This story comes from the never times of 10 years ago when I was a naive and inexperienced backpacker and was a story I felt happy to share.
Do not ever try hiking steep, rocky hills the morning after sleeping in a frigid car at 8,000 feet above sea level. I would like to think I am incredibly fit person, which has only been accentuated by the lengths I had recently walked with my backpacks. I was in no preparation for the plunge I was about to make into this rocky path we thought we were taking for the Tasman Glacier. For some genius reason Ben and I decided to ignore all signs for the hiking trails to the glacier, and started making our way up a rocky, inclining service road. In delirious and stupid Frodo and Samwise style, we plugged on for an hour and half talking about girls, as 22 year old guys who are ill prepared for a big hike tend to do. At the least it distracted from the burning pain inside my lungs and the sensation that my head was floating away. With all the times I have spent in moderately high altitudes, I had generated the confidence of a Nepali Sherpa. I was far from this. In my arrogance, I plugged on with my eyes bulging out of my head, and my body feeling like Sodom and Gomorrah
After an hour and half of plugging up this rock and receding glacier-decayed slope, we started to question if we had taken the correct path. Despite it being the breach of winter, thus making other backpackers minimal, we had not seen any other form of life despite my exasperated face since we left the car park. I could not knock the terrain we were summating, minus the toll it had taken on my life, but surely we should have seen a sign somewhere.
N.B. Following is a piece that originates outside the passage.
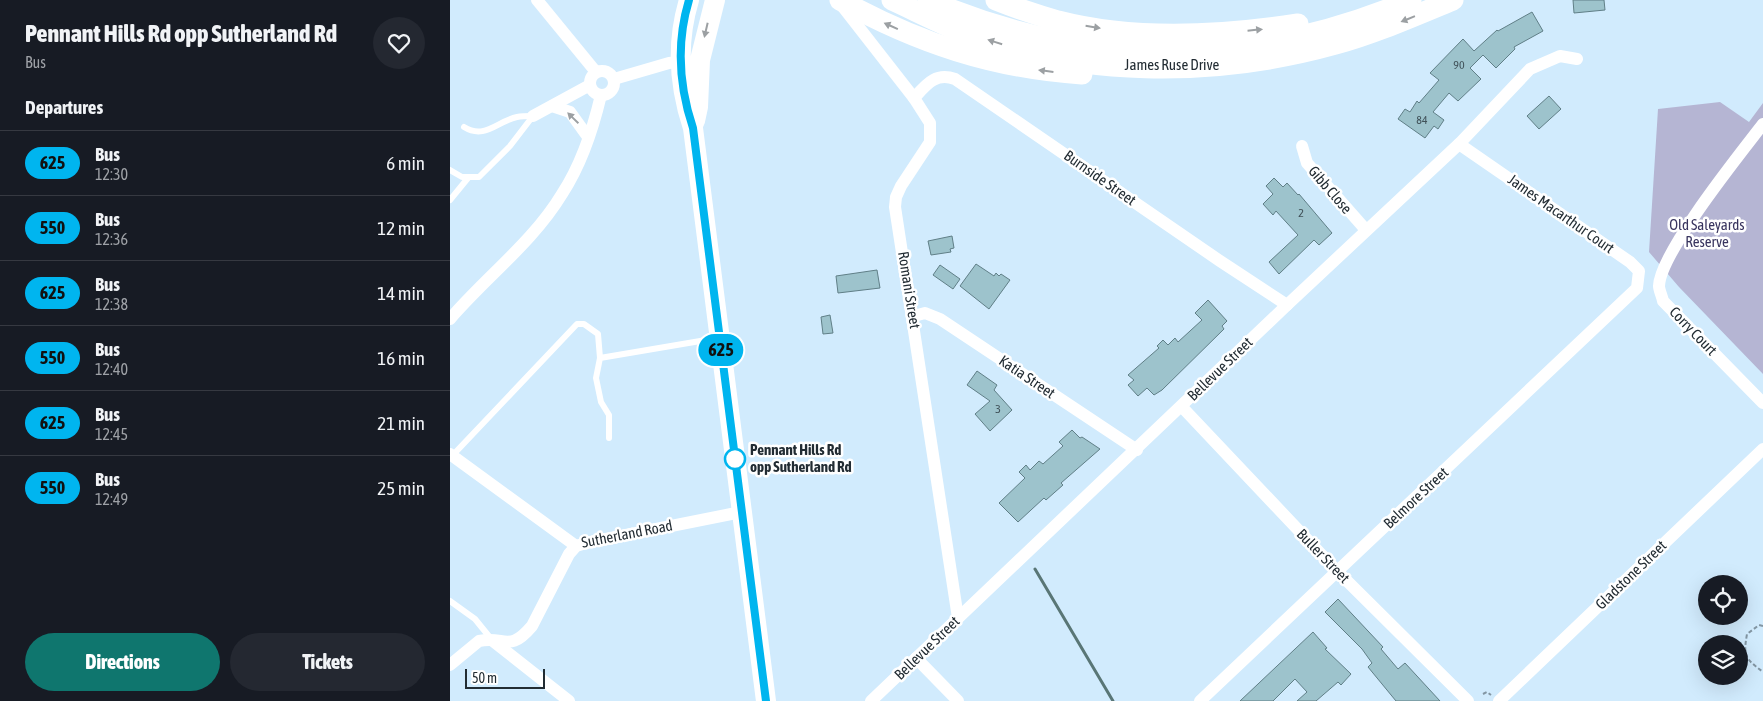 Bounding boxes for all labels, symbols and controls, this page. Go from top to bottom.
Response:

We finally decided to climb this hill that we had been straddling for the entire trip to catch a glimpse of how much longer we needed to go. In all our worldly knowledge, we had been walking alongside the glacier the whole time, and all we had to do was walk up this hill. After another grimacing climb where I thought I was going to give birth to a gremlin via my skull, I found myself on the side of one of the Tasman Glacier, the largest in New Zealand. We gazed out onto this rough and tumble block of perpetual ice, mixed with dirt and marveled at the jagged blue streaks created by the pure ice. As beautiful as the glacier was due to its vastness and the beautiful mountain backdrop, I was severely disappointed by the esthetics of the glacier. For all of its blue beauty, there was five times as much dirt and dust grounded into the blue and white. It looked like a cookies and cream mess, except for nowhere near appetizing.
Having most of my energy sapped by this treacherous altitude, we then made our way downhill towards the car park, where we assumed we would find the correct, promisingly shorter trail. Despite my heads fury, I was able to enjoy a downhill slope into a glacial valley displayed stunning views. It warmed me to think that if and when I succumbed and keeled over, at the least it would be in a happy place. I gained a lot of respect that day for the two little hobbits that saved mankind that fateful day a long time in the past. They really persevered through some epic terrain, accomplishing something I sure could not. After some kidlike adventure back to the glacier, and throwing rocks into these green pools of frozen glacial water, we got into the car, I died, and Ben drove us southward, out of the mountains.